Three Heart Echo
She doesn’t say anything else. She flips more pages, showing me more photographs.
The two of them at dinner. Jack lying on a couch. A peaceful shot of Iona sleeping. A trip to Florida. Countless images that reflect a perfect and happy start to a lifelong relationship.
The fall pictures slip into summer, and eventually into spring. I remember Iona telling me their first official meeting happened on April Fool’s Day.
Something unsettling sinks into me as we work our way backwards in time over the last eight months. It takes me a few more dozen pictures to realize what it is.
I glance at Iona once more, taking in the bird thin arms, the stick skinny legs.
And I look at the woman posing with Jack in front of some spring tulips.
It’s Iona. But the woman in the pictures has been steadily gaining weight as we flip back in time. The woman in front of the tulips has curves. She has hips, an hourglass figure beneath that thin jacket.
They almost look like two completely different people.
I’d wager the Iona sitting beside me is at least thirty pounds smaller than the Iona in the pictures. The one in the pictures from last spring is stunning, amazingly attractive. The one sitting beside me is certainly beautiful, but not healthy looking.
I’ve seen grief change people physically, when they’re too weighed down to eat. But that isn’t what this is. She started losing weight before Jack died.
I look at Iona’s face again, and something disturbing settles into my stomach. She only smiles wistfully at the images. She doesn’t see anything wrong like I do. It’s as if she doesn’t see the physical change playing out in the images.
The page turns once again, and this time I find an image taken from what looks to be down the hall from a front door. Iona stands sheepishly inside, a faint smile on her lips. Jack smiles at her, his forearm braced in the doorway, the other hand on his hip.
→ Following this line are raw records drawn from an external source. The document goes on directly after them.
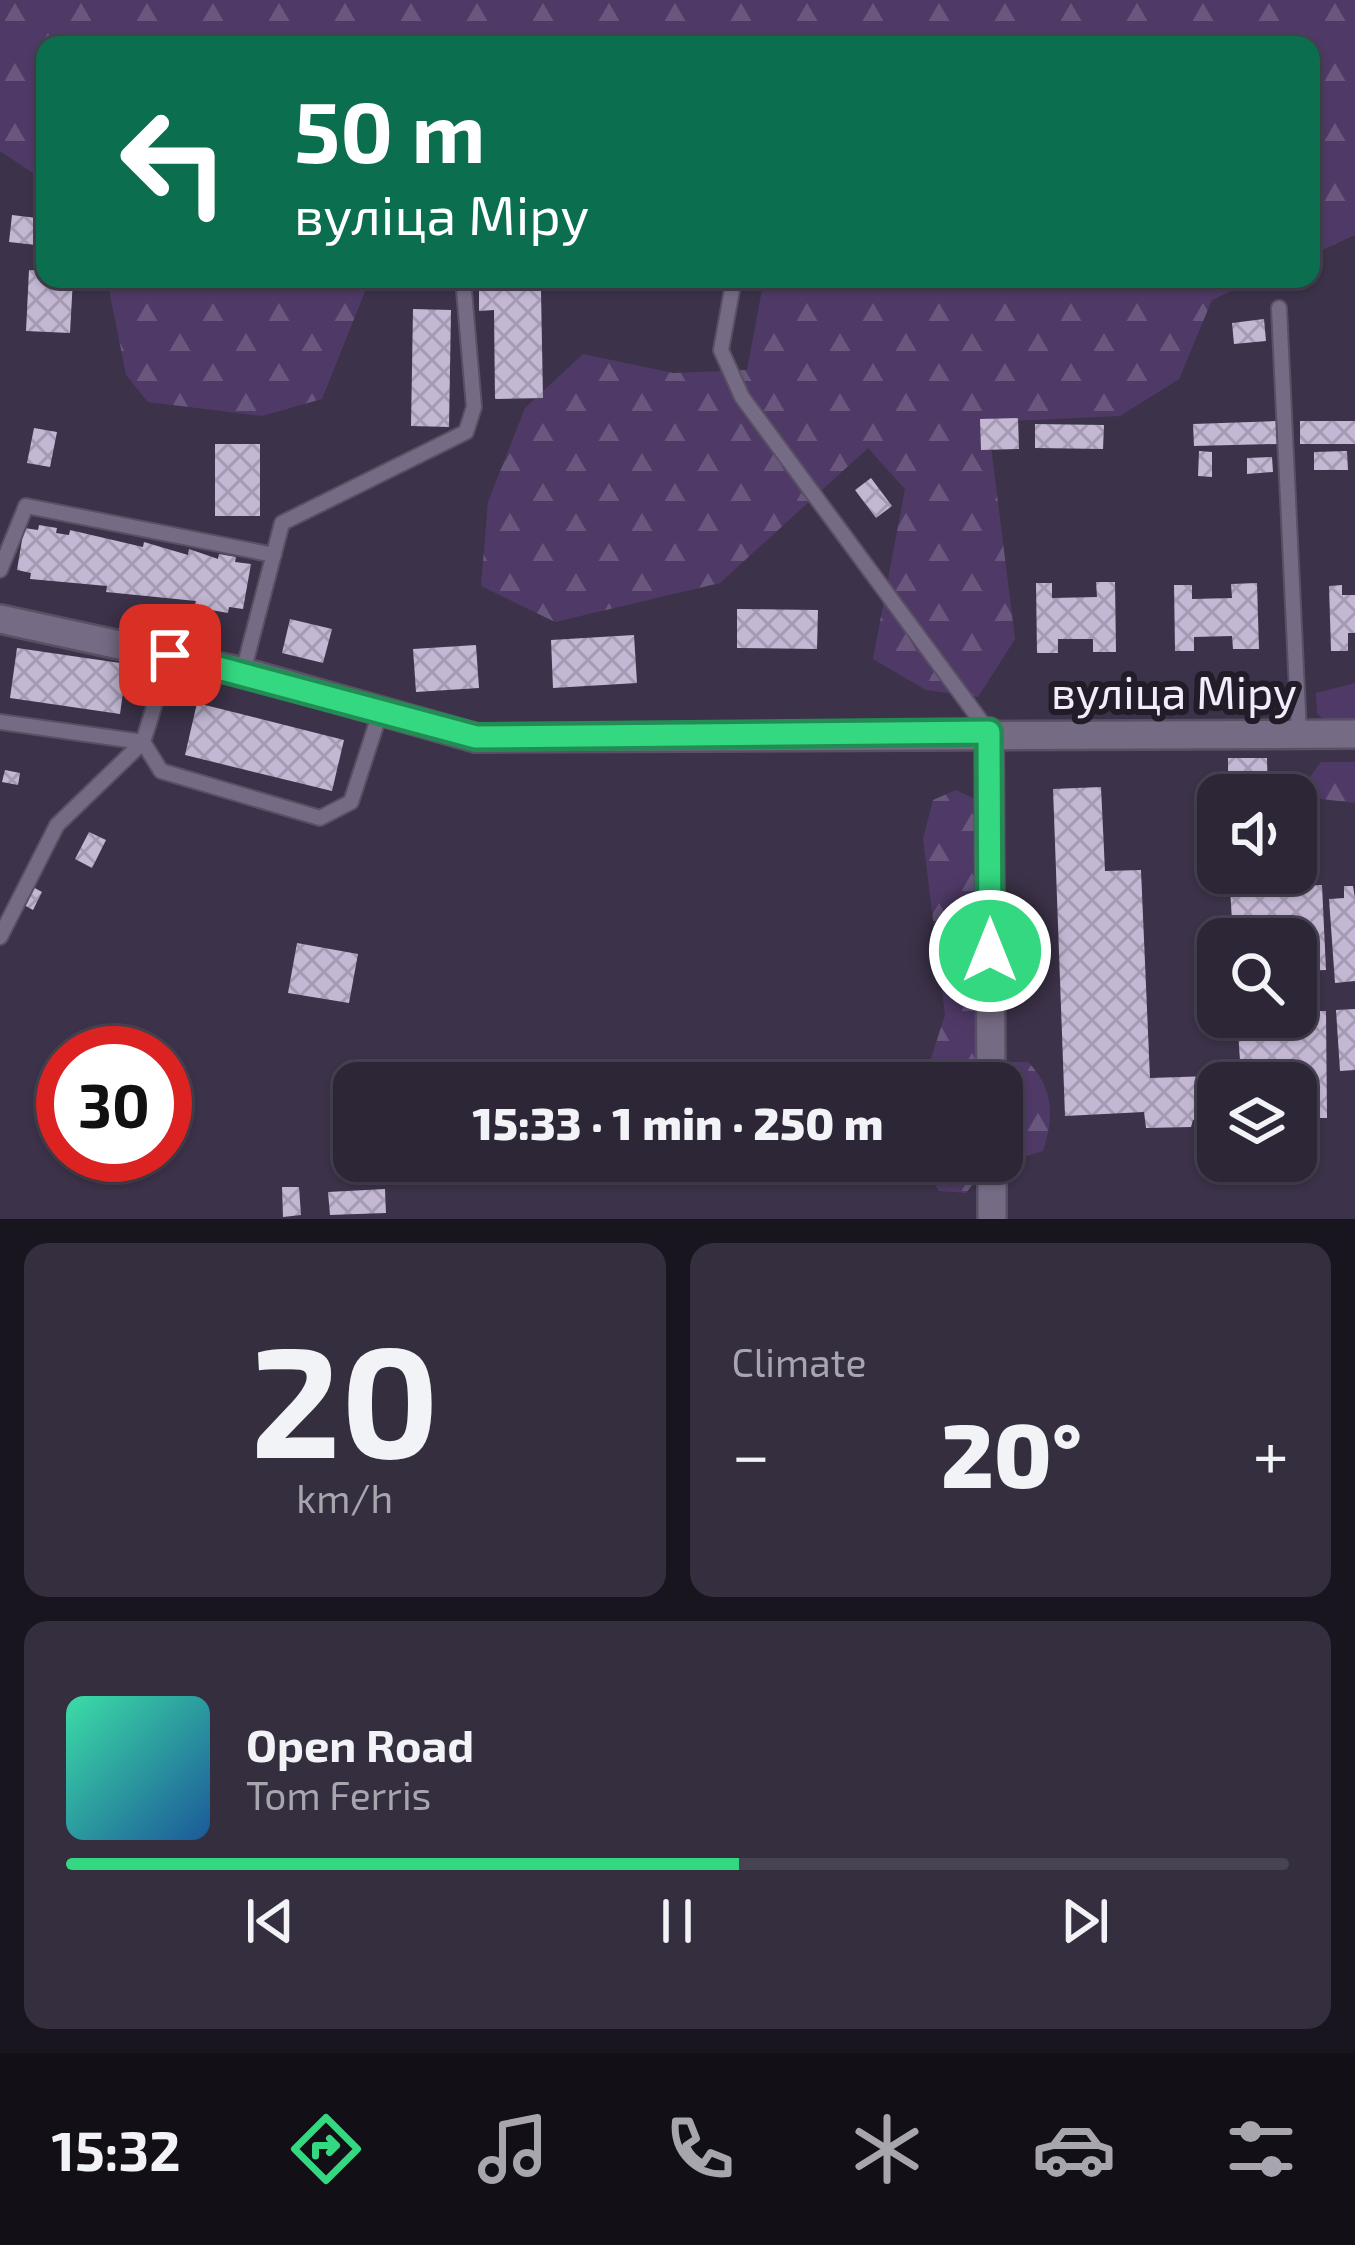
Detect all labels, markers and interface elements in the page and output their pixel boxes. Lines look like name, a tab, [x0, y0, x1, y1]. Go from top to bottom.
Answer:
text: 50 m	[294, 79, 486, 180]
icon: left	[96, 84, 252, 240]
text: вуліца Міру	[294, 181, 589, 246]
pin	[119, 604, 221, 706]
icon: arrive	[137, 622, 203, 688]
street label: вуліца Міру	[1051, 664, 1297, 719]
map controls	[1197, 774, 1317, 1182]
button: sound	[1197, 774, 1317, 894]
position arrow	[927, 888, 1053, 1014]
button: search	[1197, 918, 1317, 1038]
speed limit sign: 30	[36, 1026, 192, 1182]
button: layers	[1197, 1062, 1317, 1182]
text: 15:33 · 1 min · 250 m	[472, 1095, 884, 1149]
text: 20	[250, 1302, 439, 1489]
text: Climate	[732, 1338, 866, 1385]
text: 20°	[941, 1398, 1082, 1506]
text: −	[732, 1413, 770, 1492]
text: +	[1253, 1413, 1289, 1492]
text: km/h	[296, 1474, 393, 1521]
text: Open Road	[246, 1717, 474, 1771]
text: Tom Ferris	[246, 1771, 431, 1818]
icon: previous	[237, 1888, 303, 1954]
icon: pause	[644, 1888, 710, 1954]
icon: next	[1052, 1888, 1118, 1954]
icon: directions	[284, 2107, 368, 2191]
icon: music	[471, 2107, 555, 2191]
icon: phone	[658, 2107, 742, 2191]
icon: climate	[845, 2107, 929, 2191]
icon: car	[1032, 2107, 1116, 2191]
icon: filters	[1219, 2107, 1303, 2191]
text: 15:32	[52, 2117, 181, 2182]

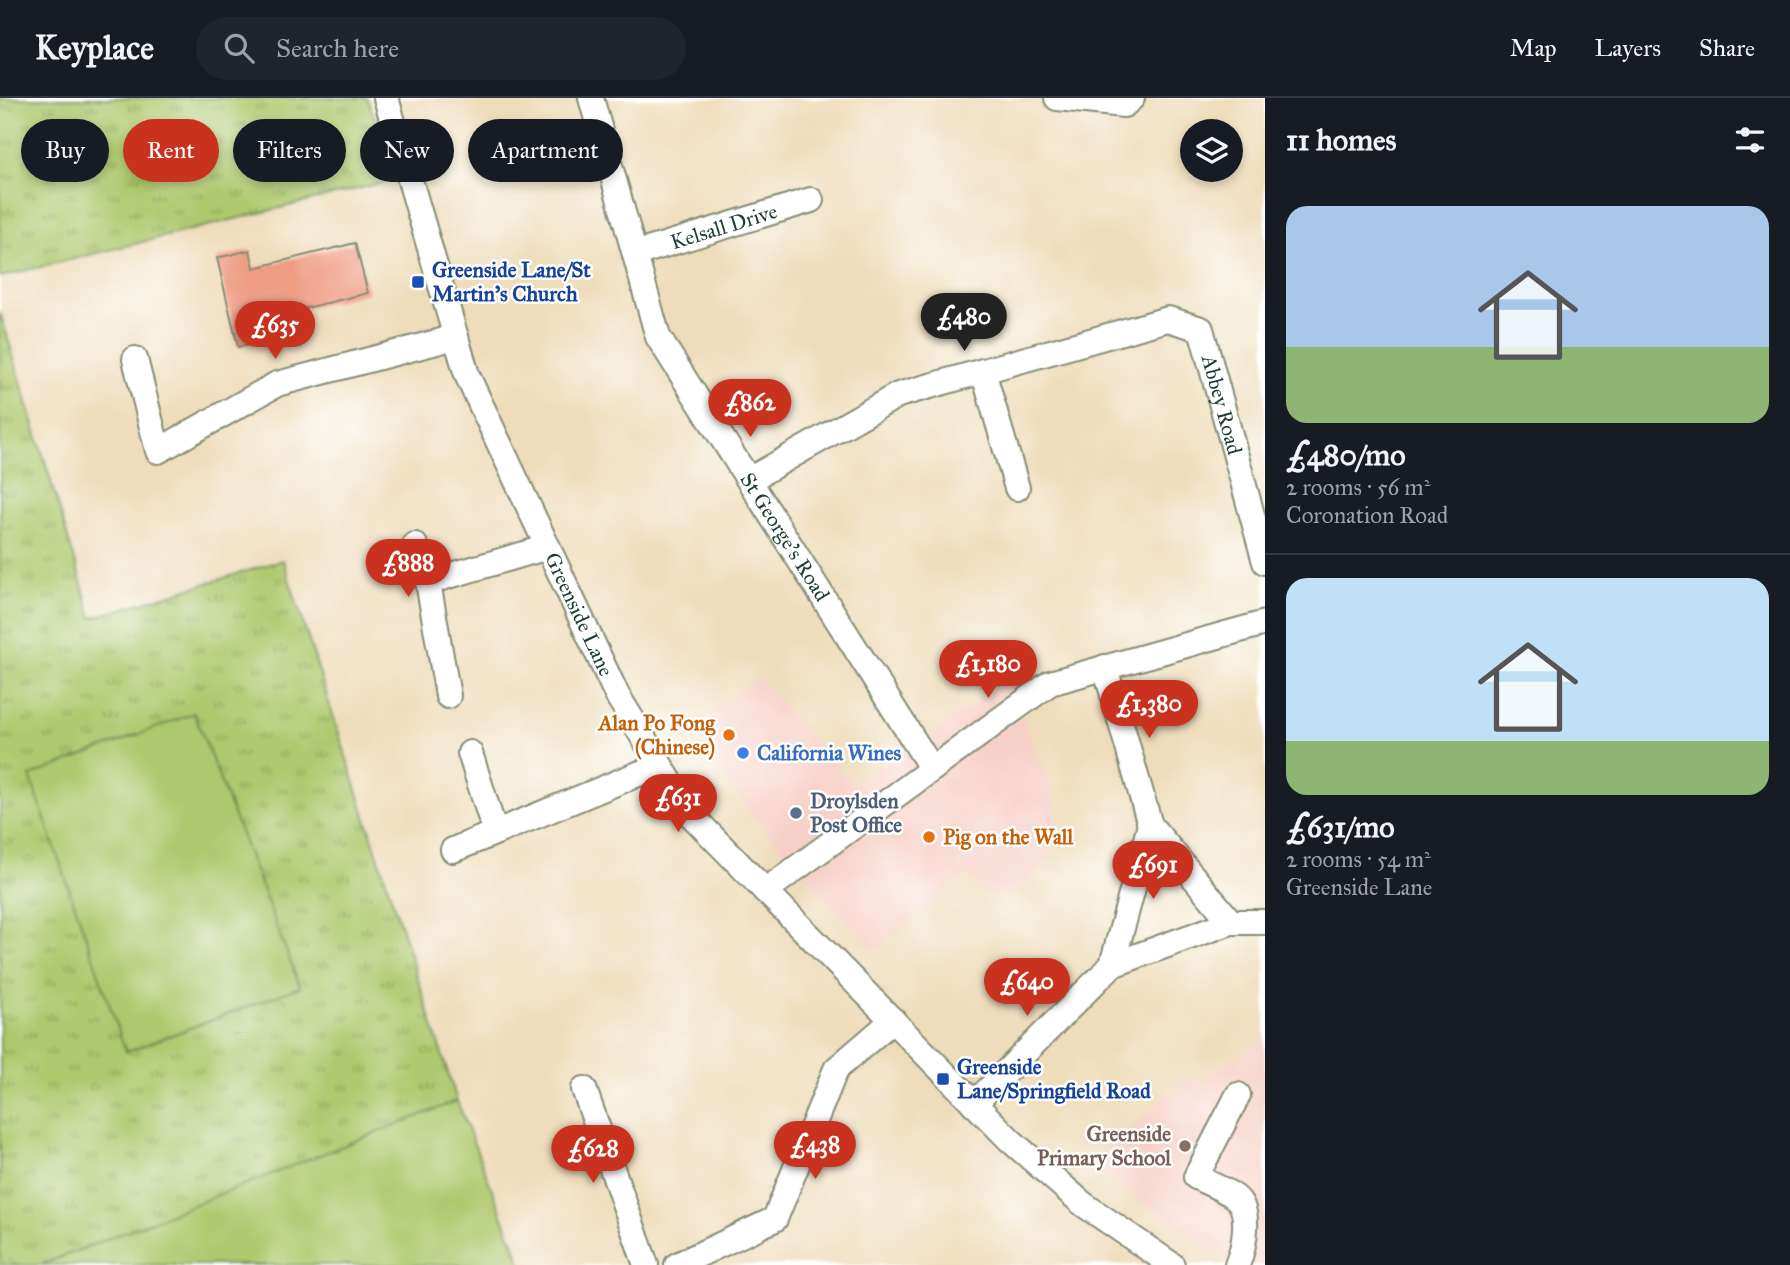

Both of them are dripping wet.
“Our first date,” Iona says with a smile.
Chapter Fifteen
IONA
“Why are you acting like this is such a bad thing that Jack asked you out?” Viola teased as she helped put the finishing touches on my hair while I finished applying my lipstick. “Have you not looked at the man?”
“Looks aren’t everything, Vi,” I said, glaring at her in the mirror, even though a smile was cracking on my lips. “You realize you have this habit of only looking skin deep?”
“But when it’s beautiful skin…” she trails off, letting me out of the bathroom to go find my shoes.
I look at the clock and realize it’s already 6:57. I swear under my breath and search around my room. Finally, I find the pink pumps half under the dresser.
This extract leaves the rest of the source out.